Papua No. 1 News Portal | Jubi
Jakarta, Jubi – Indonesia Corruption Watch menilai tuntutan Komisi Pemberantasan Korupsi (KPK) terhadap mantan Menteri Kelautan dan Perikanan, Edhy Prabowo menghina rasa keadilan karena terlalu rendah. Tuntutan untuk Edy itu sama dengan tuntutan seorang kepala desa di Kabupaten Rokan Hilir Riau yang terbukti melakukan korupsi sebesar Rp399 juta pada akhir 2017.

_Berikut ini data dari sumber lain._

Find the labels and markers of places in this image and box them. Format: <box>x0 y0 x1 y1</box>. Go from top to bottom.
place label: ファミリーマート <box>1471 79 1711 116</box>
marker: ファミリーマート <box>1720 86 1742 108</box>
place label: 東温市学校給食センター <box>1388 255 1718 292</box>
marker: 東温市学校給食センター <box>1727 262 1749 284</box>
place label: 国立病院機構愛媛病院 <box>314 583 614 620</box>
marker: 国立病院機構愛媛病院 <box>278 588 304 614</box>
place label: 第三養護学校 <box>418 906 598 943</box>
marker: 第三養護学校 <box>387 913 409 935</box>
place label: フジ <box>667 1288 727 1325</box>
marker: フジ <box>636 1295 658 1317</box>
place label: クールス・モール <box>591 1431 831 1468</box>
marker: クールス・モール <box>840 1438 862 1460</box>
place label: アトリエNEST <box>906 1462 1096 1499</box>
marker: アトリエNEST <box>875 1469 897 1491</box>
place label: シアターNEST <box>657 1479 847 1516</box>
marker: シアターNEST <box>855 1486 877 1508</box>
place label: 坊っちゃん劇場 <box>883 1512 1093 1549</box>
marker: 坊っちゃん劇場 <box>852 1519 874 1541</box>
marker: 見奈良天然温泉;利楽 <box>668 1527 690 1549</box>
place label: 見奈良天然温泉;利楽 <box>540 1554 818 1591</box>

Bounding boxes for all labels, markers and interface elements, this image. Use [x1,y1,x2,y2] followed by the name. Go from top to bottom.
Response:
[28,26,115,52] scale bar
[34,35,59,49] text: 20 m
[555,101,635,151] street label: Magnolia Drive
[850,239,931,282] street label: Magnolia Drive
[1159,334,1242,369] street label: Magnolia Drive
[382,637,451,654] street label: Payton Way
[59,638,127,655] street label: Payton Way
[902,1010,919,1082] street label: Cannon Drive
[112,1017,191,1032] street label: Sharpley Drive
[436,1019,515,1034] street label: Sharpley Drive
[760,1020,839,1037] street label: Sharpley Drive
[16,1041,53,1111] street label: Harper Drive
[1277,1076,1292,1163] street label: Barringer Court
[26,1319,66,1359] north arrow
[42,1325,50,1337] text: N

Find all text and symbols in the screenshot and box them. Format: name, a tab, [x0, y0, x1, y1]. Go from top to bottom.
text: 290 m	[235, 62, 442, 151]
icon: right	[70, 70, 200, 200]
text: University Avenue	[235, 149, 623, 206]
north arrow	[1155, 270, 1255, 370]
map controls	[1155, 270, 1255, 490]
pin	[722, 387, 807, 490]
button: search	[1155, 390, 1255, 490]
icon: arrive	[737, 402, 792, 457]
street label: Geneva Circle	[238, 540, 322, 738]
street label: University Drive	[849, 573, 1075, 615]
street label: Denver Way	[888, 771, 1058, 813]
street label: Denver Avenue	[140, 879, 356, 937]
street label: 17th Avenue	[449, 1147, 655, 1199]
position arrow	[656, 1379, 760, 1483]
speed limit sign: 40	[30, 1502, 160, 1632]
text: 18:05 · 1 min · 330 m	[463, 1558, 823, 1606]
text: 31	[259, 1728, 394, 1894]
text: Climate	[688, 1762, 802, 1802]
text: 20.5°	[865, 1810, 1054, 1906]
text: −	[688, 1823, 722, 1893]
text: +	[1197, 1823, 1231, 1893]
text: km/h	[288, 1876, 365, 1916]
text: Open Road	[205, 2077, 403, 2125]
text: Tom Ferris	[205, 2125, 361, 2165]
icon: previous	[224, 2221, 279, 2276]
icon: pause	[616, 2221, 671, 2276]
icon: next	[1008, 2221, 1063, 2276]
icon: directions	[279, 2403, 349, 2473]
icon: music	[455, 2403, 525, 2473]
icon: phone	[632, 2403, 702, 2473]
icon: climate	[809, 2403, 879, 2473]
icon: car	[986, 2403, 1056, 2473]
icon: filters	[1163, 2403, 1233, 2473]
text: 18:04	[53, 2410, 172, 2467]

“Benar-benar telah menghina rasa keadilan,” kata peneliti ICW, Kurnia Ramadhana, Rabu, (30/6/2021).
Baca juga : Saksi kasus suap Edhy Prabowo meninggal
Penyuap mantan menteri KKP Edhy Prabowo diajukan sebagai justice collaborator
Uang korupsi lobster disinyalir untuk beli mobil dan apartemen
Padahal, menurut Kurnia, konstruksi pasal yang digunakan, yaitu Pasal 12 huruf a UU Tindak Pidana Korupsi, KPK dapat menuntut Edhy hingga seumur hidup penjara. ICW mendesak majelis hakim mengabaikan tuntutan penjara dan denda yang diajukan oleh penuntut umum lalu menjatuhkan vonis maksimal, yakni seumur hidup. Ia menilai hukuman itu layak diberikan, lantaran Edhy diduga melakukan korupsi di tengah pandemi Covid-19.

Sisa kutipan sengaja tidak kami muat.